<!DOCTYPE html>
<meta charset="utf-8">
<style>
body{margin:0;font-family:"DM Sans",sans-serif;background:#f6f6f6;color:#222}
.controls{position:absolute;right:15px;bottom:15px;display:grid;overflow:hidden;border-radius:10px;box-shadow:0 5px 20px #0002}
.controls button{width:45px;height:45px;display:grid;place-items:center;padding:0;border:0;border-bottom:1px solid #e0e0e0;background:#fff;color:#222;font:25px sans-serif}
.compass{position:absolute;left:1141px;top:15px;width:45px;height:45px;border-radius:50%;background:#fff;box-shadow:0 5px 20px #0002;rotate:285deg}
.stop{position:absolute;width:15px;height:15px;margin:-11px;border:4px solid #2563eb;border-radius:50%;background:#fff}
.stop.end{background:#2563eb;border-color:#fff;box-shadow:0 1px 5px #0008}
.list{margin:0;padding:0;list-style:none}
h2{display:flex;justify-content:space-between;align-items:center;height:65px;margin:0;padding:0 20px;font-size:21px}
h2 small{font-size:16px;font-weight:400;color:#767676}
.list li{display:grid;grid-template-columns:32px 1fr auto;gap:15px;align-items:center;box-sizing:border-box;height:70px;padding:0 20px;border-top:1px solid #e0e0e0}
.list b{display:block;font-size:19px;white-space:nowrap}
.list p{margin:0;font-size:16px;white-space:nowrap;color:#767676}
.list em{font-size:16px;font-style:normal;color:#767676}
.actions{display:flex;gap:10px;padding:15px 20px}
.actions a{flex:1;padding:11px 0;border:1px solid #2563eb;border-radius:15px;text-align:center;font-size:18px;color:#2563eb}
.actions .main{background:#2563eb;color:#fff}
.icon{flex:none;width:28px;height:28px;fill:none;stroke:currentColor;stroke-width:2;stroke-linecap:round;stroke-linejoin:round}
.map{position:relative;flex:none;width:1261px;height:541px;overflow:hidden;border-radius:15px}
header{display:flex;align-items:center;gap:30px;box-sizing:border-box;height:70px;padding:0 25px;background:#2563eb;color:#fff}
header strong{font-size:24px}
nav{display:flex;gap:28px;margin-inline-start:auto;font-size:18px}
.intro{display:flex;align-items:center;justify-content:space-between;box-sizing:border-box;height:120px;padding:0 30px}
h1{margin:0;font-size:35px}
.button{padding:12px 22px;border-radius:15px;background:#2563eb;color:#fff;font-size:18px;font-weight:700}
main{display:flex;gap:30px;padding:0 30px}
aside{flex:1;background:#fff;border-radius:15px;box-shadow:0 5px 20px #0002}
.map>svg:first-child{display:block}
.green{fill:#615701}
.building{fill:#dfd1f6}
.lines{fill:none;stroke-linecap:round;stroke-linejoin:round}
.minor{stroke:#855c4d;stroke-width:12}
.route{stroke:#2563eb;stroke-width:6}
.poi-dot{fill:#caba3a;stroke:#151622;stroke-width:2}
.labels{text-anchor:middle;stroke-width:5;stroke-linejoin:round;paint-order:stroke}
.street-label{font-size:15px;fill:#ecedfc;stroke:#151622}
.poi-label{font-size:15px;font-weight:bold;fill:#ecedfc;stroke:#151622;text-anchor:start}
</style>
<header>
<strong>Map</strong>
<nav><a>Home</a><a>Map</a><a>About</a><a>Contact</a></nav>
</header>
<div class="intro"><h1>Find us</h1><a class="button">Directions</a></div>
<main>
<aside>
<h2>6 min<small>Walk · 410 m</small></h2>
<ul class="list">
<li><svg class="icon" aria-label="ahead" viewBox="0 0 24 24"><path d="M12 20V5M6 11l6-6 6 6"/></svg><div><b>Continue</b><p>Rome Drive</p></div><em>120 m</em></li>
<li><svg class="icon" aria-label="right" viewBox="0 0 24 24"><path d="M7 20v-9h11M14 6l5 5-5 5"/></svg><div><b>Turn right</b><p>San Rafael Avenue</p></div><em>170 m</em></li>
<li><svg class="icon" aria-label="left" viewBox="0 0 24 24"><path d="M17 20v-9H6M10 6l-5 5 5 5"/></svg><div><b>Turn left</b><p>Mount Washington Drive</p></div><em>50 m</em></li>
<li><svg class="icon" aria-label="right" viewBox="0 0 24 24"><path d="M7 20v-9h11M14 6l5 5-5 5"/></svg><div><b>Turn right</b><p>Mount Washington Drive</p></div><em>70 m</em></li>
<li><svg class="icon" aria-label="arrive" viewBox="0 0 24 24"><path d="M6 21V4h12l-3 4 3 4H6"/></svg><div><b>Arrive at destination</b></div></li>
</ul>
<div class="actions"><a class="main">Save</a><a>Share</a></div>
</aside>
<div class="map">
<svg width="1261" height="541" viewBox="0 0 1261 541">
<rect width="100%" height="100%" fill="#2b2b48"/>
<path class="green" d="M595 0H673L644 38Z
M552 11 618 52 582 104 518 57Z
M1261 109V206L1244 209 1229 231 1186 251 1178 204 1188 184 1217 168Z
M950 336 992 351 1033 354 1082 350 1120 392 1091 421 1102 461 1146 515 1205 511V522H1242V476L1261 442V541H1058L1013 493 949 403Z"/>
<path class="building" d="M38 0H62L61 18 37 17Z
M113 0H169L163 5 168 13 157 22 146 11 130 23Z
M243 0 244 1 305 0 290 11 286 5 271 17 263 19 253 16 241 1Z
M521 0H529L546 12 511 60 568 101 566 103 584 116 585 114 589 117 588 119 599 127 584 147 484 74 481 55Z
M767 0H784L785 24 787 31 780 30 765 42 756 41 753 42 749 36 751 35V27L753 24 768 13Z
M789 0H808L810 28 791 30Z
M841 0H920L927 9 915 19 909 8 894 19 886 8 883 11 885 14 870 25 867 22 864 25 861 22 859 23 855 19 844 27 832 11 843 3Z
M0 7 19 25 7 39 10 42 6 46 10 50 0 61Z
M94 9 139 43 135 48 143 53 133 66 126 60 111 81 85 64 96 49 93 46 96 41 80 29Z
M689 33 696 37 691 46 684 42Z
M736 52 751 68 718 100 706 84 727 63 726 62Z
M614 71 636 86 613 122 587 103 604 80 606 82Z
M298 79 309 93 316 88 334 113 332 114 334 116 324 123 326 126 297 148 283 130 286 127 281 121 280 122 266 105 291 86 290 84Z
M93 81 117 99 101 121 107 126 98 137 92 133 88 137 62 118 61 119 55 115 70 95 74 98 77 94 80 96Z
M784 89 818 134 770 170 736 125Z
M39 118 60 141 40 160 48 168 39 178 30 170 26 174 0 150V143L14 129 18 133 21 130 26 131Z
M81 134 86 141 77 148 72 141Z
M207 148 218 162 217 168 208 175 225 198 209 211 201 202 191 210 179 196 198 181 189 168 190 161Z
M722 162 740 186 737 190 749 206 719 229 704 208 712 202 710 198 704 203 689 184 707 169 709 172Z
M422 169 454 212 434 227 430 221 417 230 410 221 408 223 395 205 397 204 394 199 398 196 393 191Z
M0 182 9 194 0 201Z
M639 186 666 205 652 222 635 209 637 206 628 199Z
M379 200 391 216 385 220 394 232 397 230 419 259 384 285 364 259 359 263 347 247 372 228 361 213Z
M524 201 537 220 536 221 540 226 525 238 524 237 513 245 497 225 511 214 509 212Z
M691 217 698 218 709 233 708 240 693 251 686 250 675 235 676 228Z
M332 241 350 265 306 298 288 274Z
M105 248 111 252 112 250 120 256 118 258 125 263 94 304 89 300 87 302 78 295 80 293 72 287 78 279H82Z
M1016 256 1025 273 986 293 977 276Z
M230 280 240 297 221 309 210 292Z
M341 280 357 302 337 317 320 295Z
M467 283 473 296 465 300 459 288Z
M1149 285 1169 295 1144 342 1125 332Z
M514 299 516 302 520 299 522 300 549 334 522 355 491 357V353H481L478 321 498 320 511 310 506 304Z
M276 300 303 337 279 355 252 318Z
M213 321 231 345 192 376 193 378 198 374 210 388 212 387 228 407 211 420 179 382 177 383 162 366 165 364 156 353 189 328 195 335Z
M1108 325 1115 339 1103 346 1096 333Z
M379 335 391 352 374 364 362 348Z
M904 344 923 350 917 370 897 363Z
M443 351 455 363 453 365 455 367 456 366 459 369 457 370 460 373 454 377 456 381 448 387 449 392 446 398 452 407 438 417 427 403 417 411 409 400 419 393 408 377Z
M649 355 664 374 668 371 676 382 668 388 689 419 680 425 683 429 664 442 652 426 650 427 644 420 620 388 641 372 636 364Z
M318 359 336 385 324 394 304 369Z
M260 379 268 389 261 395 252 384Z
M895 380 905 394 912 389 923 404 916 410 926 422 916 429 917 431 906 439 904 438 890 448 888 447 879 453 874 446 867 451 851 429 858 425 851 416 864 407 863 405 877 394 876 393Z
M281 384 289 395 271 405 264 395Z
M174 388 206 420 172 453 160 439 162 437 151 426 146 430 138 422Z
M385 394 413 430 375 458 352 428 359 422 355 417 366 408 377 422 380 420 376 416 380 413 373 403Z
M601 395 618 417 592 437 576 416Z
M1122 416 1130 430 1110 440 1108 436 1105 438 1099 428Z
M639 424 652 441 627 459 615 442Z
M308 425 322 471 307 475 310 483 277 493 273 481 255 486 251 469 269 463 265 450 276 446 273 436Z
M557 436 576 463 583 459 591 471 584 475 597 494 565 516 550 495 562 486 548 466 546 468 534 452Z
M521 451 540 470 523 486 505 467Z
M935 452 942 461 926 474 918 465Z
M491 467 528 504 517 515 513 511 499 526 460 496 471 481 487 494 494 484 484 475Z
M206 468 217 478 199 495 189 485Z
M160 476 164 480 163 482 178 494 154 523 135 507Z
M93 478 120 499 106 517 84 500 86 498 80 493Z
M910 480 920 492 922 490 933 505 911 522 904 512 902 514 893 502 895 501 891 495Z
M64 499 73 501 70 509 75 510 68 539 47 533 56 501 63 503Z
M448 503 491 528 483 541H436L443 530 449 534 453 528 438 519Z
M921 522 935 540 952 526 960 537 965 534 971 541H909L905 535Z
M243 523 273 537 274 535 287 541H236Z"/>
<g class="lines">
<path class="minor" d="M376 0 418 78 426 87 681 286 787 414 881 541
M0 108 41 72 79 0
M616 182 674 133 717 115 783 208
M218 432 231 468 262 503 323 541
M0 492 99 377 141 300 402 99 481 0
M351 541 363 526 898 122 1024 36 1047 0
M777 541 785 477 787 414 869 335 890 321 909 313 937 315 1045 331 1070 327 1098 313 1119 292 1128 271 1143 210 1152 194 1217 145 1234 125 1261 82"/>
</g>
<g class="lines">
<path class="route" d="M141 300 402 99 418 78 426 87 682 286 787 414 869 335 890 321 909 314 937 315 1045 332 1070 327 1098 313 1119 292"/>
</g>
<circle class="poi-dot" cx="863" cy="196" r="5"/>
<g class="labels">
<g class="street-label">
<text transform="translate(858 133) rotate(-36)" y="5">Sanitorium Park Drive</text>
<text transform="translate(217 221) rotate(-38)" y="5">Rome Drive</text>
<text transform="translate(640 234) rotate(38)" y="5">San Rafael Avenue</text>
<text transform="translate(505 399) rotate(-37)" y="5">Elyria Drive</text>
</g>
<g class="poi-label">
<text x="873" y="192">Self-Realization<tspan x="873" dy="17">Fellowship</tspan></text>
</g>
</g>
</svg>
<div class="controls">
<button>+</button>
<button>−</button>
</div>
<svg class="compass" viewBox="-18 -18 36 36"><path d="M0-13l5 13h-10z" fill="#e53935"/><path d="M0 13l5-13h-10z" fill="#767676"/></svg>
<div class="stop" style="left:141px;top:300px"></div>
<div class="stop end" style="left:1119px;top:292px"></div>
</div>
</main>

### Directions
In the records above, which lines hold the string "fill"? Copy each one.

### Response to this exercise
.icon{flex:none;width:28px;height:28px;fill:none;stroke:currentColor;stroke-width:2;stroke-linecap:round;stroke-linejoin:round}
.green{fill:#615701}
.building{fill:#dfd1f6}
.lines{fill:none;stroke-linecap:round;stroke-linejoin:round}
.poi-dot{fill:#caba3a;stroke:#151622;stroke-width:2}
.street-label{font-size:15px;fill:#ecedfc;stroke:#151622}
.poi-label{font-size:15px;font-weight:bold;fill:#ecedfc;stroke:#151622;text-anchor:start}
<rect width="100%" height="100%" fill="#2b2b48"/>
<svg class="compass" viewBox="-18 -18 36 36"><path d="M0-13l5 13h-10z" fill="#e53935"/><path d="M0 13l5-13h-10z" fill="#767676"/></svg>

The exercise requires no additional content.